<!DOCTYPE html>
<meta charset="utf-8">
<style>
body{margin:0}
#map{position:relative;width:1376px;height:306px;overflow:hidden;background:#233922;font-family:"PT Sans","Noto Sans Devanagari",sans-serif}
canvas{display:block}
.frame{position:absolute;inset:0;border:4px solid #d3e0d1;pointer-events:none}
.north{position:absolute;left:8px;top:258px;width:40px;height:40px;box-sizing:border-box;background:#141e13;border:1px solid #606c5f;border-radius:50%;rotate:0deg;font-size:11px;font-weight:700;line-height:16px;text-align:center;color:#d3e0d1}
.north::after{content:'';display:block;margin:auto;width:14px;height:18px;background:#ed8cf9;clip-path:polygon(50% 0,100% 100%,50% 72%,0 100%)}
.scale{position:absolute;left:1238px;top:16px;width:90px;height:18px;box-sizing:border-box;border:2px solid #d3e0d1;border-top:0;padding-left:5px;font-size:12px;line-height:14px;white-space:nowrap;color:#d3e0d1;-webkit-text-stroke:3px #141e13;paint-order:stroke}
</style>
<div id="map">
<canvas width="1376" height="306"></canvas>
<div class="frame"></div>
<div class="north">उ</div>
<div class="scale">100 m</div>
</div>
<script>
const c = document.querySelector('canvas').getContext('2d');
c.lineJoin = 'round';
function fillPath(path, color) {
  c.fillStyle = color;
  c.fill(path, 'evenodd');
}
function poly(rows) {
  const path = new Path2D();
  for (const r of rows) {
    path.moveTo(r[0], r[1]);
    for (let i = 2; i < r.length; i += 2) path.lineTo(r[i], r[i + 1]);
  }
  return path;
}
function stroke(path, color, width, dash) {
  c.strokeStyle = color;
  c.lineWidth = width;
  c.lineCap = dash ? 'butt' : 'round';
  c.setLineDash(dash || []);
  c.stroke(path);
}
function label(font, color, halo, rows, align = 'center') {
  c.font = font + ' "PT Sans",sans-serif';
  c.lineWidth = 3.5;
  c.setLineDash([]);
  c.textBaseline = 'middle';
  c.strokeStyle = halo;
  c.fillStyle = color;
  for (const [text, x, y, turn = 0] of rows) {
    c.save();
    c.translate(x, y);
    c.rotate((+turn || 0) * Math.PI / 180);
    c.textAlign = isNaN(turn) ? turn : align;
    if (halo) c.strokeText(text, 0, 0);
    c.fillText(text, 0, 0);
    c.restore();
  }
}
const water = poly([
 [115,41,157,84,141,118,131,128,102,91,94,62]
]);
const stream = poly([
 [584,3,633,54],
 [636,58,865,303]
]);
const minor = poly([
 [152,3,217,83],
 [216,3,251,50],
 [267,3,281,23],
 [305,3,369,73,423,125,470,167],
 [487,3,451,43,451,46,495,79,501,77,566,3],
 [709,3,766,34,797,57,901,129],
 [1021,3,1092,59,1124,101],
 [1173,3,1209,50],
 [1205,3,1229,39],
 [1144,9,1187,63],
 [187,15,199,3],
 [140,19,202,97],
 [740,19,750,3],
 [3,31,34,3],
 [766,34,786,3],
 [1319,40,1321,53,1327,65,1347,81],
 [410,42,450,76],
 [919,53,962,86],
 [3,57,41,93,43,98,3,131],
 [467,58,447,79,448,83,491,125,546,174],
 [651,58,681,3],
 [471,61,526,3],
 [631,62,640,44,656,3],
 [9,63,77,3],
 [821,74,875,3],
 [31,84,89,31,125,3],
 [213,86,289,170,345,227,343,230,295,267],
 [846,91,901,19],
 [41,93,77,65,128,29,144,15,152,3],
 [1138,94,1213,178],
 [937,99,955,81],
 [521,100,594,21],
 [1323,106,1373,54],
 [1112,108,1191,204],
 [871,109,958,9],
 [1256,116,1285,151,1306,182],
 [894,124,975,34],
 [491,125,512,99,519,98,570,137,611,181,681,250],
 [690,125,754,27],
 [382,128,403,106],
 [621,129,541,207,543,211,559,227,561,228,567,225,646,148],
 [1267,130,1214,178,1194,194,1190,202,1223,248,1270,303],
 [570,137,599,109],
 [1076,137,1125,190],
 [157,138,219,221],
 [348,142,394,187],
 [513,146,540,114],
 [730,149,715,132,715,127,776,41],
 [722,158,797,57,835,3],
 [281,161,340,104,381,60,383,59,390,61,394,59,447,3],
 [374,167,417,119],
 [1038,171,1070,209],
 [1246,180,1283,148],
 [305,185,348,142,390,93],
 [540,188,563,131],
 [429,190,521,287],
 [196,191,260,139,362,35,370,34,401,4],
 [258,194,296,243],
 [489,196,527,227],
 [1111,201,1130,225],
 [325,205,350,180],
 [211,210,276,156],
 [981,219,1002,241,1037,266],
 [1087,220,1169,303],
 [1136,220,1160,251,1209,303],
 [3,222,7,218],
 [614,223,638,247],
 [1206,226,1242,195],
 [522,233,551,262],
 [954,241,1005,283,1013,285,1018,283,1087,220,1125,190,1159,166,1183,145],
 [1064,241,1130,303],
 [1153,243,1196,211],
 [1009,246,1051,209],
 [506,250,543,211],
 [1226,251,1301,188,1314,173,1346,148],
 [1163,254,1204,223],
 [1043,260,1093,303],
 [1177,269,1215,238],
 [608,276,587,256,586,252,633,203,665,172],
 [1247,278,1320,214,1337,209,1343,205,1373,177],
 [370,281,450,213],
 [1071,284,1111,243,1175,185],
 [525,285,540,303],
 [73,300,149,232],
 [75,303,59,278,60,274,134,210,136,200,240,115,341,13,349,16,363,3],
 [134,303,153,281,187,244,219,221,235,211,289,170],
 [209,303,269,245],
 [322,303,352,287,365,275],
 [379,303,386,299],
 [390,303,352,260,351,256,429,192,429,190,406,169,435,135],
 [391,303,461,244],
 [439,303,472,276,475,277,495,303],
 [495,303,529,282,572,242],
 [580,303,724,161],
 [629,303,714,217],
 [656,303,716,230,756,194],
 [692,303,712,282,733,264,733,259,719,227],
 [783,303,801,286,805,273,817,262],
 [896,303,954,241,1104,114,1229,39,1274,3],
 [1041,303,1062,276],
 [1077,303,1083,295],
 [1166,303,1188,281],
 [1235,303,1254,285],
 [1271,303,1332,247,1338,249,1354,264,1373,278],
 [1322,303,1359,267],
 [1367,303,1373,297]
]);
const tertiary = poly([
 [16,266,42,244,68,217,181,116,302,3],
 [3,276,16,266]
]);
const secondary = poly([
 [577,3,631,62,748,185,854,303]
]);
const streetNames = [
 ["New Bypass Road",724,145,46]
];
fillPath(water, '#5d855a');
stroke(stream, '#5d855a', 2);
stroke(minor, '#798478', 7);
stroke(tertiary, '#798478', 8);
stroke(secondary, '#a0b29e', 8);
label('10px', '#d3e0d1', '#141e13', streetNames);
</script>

- Requirement
Every line of the listing that includes the word "canvas" belongs in the answer.

- Answer to this problem
canvas{display:block}
<canvas width="1376" height="306"></canvas>
const c = document.querySelector('canvas').getContext('2d');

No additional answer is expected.